My personal favorite on the menu and our best seller is the Bolognese. I always recommend people try it. And especially through these current tough times, it’s the perfect comforting feel-good dish. We also make fresh pasta and sauces in-house and guests can purchase those to cook at home later. Our eggplant parmigiana and lasagna can also be ordered uncooked to be [kept frozen] at home, which is also a great option for getting through the next few weeks of quarantine.

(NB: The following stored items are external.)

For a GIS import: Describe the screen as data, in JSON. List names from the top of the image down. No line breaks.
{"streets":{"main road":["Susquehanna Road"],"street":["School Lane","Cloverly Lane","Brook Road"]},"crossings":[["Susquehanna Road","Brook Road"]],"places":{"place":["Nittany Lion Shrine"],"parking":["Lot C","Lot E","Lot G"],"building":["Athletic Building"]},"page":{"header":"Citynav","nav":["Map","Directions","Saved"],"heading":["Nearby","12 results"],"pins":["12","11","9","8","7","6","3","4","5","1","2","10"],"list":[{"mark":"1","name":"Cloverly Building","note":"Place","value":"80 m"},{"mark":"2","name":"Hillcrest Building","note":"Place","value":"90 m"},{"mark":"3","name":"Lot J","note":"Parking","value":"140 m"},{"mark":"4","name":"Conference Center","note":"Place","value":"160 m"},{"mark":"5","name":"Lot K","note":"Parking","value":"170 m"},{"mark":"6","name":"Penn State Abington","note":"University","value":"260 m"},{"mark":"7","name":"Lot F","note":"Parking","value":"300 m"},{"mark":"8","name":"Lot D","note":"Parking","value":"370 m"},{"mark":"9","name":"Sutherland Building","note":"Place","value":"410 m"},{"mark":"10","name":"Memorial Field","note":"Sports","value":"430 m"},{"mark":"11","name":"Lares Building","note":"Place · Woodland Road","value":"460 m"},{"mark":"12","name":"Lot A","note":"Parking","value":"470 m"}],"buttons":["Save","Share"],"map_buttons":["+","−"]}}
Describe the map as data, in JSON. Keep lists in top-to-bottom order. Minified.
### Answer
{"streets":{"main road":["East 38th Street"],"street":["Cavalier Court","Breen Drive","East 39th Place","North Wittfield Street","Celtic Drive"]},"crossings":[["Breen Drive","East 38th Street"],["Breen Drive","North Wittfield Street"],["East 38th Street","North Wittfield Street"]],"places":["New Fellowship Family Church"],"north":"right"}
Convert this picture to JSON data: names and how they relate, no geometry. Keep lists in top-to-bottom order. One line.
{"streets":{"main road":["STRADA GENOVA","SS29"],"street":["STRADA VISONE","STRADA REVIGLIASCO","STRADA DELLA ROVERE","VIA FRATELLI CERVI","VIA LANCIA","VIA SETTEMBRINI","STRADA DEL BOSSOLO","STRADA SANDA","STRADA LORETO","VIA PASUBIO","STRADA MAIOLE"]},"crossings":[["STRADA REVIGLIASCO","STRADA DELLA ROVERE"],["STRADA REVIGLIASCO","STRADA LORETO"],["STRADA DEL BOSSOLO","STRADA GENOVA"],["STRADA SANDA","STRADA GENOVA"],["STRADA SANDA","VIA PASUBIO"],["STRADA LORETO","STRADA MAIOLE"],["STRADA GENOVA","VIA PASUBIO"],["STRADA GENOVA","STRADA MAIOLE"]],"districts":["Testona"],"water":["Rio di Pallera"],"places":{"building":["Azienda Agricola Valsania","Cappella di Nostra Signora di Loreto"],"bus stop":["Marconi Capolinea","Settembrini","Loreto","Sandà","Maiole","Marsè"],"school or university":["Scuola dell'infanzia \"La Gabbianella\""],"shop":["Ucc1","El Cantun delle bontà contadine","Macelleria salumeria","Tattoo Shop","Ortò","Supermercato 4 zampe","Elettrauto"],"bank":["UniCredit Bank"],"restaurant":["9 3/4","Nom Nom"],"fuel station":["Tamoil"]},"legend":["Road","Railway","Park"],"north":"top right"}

We have Easter chocolate eggs, too! Available now in store. With us being closed for dine-in through April 19, we want to be sure to have an option for our guests to enjoy a treat with their families in the comfort of their own homes for the Easter Sunday holiday.
JOHN MOSHAY
Co-founder of Fritzi Coop at The Original Farmers Market
How are you and your team staying safe? We’re being hyper-vigilant about cleaning, hand-washing and practicing the recommended 6-foot social distance. We are encouraging people to pay with Apple Pay to limit touch. We also implemented A-frame menus so people can view the menu without sharing a laminated one.
How have you had to alter your menu? We have “Serve at Home” menu items for families. These include a chicken casserole, a chicken bucket dinner, chicken Bolognese and a chicken-bite casserole designed for kids. Any of these options are available with our sides that travel well too, which include mac and cheese, street corn, coleslaw, tater tots and curly fries. We are also bringing back our 24-hour brined Naked Fried Chicken, which doesn’t have any breading. You get a lot of the fried chicken flavor with fewer calories.
What dish do you recommend people order? Naked Fried Chicken. It really is amazing. It’s so tasty and guilt-free.